Module 7. Regulator-response binder
Stand up the binder that gets pulled when a Commission information request, a state-AG CID, or a national-DPA inquiry arrives. The module covers binder structure (cover page, scope statement, evidence file, narrative responses, exhibit log), the 24-hour and 72-hour response choreography, the chain-of-custody rules for the evidence file, and the privileged-versus-produced sorting protocol. Includes a worked binder for a representative DSA information request.
Module 8. Periodic risk and conformity cycles
Run the periodic cycles that the major regimes require. DSA annual systemic-risk assessment, AI Act conformity-assessment refresh, DPDP and LGPD periodic reviews, child-safety duty annual reports. The module covers the timeline from the kick-off memo to the published file, the cross-functional inputs at each stage, the sign-off ladder, and the audit-trail rules. Includes the project plan template and the sign-off ladder template.
Module 9. Transparency reports and public artefacts
Manage the artefacts that go public. Transparency reports, model cards, AI-system disclosures, takedown statistics, appeal-outcome reports. The module covers the production cadence, the legal-review checkpoint that does not collapse the publication schedule, the consistency checks against the obligation register and the evidence file, and the press-and-policy alignment that prevents a number from drifting between the report and the policy team's external messaging.
Module 10. Cross-regulator inconsistency management
Handle cases where two regulators want different things from the same surface. EU DSA risk-assessment language versus UK OSA language, EU AI Act foundation-model rules versus US AI executive-order guidance, state-AG content-moderation positions versus EU rule. The module covers how to record the inconsistency in the register, brief the deputy GC and public-policy lead, and make a documented decision on which interpretation the platform implements while preserving the audit trail.
Module 11. Outside-counsel coordination
Use outside counsel without surrendering the through-line. The module covers the scope-memo template that names the obligation rows and surfaces in scope, the work-product handoff back into the obligation register, the privileged-review protocol, and the budget-discipline rules that keep outside-counsel spend tied to a defined obligation rather than open-ended advice. Includes the engagement-letter rider that locks the work-product format to the register schema.
Module 12. Status reporting upward and across
Produce the reporting that the deputy GC, the AGC for regulatory, the GC, and the board's risk committee need.
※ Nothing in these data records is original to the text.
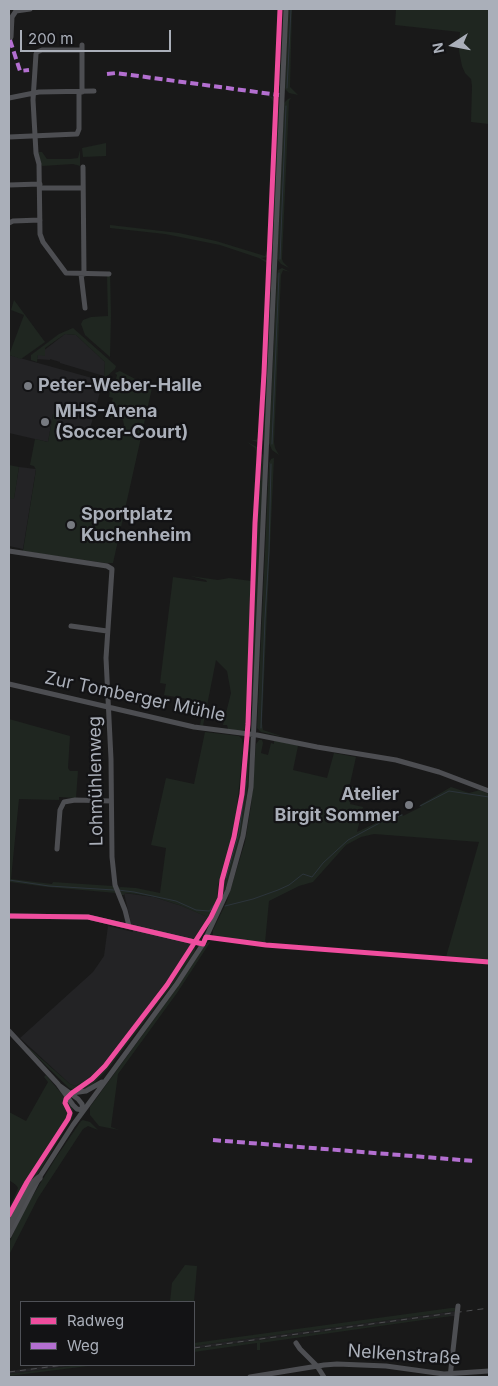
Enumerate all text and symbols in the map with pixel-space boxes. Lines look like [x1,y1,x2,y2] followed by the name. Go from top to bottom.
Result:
[22,20,174,52] scale bar
[428,20,478,70] north arrow
[28,29,73,48] text: 200 m
[428,41,447,55] text: N
[38,375,202,397] place label: Peter-Weber-Halle
[22,380,34,392] marker: Peter-Weber-Halle
[55,401,188,444] place label: MHS-Arena (Soccer-Court)
[39,416,51,428] marker: MHS-Arena (Soccer-Court)
[81,504,192,546] place label: Sportplatz Kuchenheim
[65,519,77,531] marker: Sportplatz Kuchenheim
[43,667,227,727] street label: Zur Tomberger Mühle
[84,716,108,846] street label: Lohmühlenweg
[274,784,399,826] place label: Atelier Birgit Sommer
[403,799,415,811] marker: Atelier Birgit Sommer
[20,1301,195,1366] legend
[67,1311,124,1330] text: Radweg
[67,1336,99,1355] text: Weg
[347,1340,461,1370] street label: Nelkenstraße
One-page status doc per regulator, quarterly trend slide, in-flight enforcement matter log, regulator-relationship temperature read. The module covers the cadence, the format that survives a CEO read, and the link back to the obligation register so the board view and the working-level view never drift. Includes the one-pager and quarterly slide templates.

How this addresses your situation

Specific modules that map to what you said you are dealing with.

Module 1 anchors on the morning a new regulator publication lands in your inbox and the question is whether it triggers a new obligation row.
Modules 2 to 4 are the workbook build: register, surface map, evidence catalogue. These are the spine the rest of the course hangs on.
Modules 5 and 6 are the cross-functional translation layer: getting engineering, ML, and policy to ship against the workbook rather than around it.
Modules 7 through 12 are the regulator-facing and leadership-facing artefacts the workbook makes possible: binders, periodic cycles, transparency reports, cross-regulator decisions, outside-counsel discipline, status reporting.

What you get with this course

  • Twelve written modules in the Art of Service learning environment, each with worked examples drawn from a representative platform-counsel workload.
  • Downloadable templates: obligation register schema, surface map, evidence-type catalogue, joint-review pack, regulator-response binder, periodic-cycle project plan, status one-pager, quarterly trend slide.
  • Hand-built implementation playbook tailored to a platform regulatory counsel, delivered alongside course access.
  • 30-day money-back if the workbook does not survive contact with your actual obligation stack.

What you will have in hand by Day 1, Week 1, Month 1

Within 24 hours: learning environment account provisioned, implementation playbook delivered alongside.

Week 1: complete modules 1 to 4 and stand up the first version of the obligation register and surface map.

Week 2: complete modules 5 to 8 and run the first joint-review meeting and the first periodic-cycle kick-off using the workbook.

Week 3: complete modules 9 to 12 and ship the first one-page status doc and the first transparency-report consistency check off the workbook.

Week 4: refresh cycle on the obligation register, evidence-file audit, and the first cross-regulator inconsistency decision recorded in the register.

Before and after

Before

Memos per regulator, no shared evidence file, engineering and policy asking for a workbook the legal team has not written, regulator-response work is a fire drill each time.

After

One obligation register, one surface map, one evidence file, one regulator-response binder process, one status reporting cadence, all maintained on a refresh cycle that matches the regulators' own review cycles.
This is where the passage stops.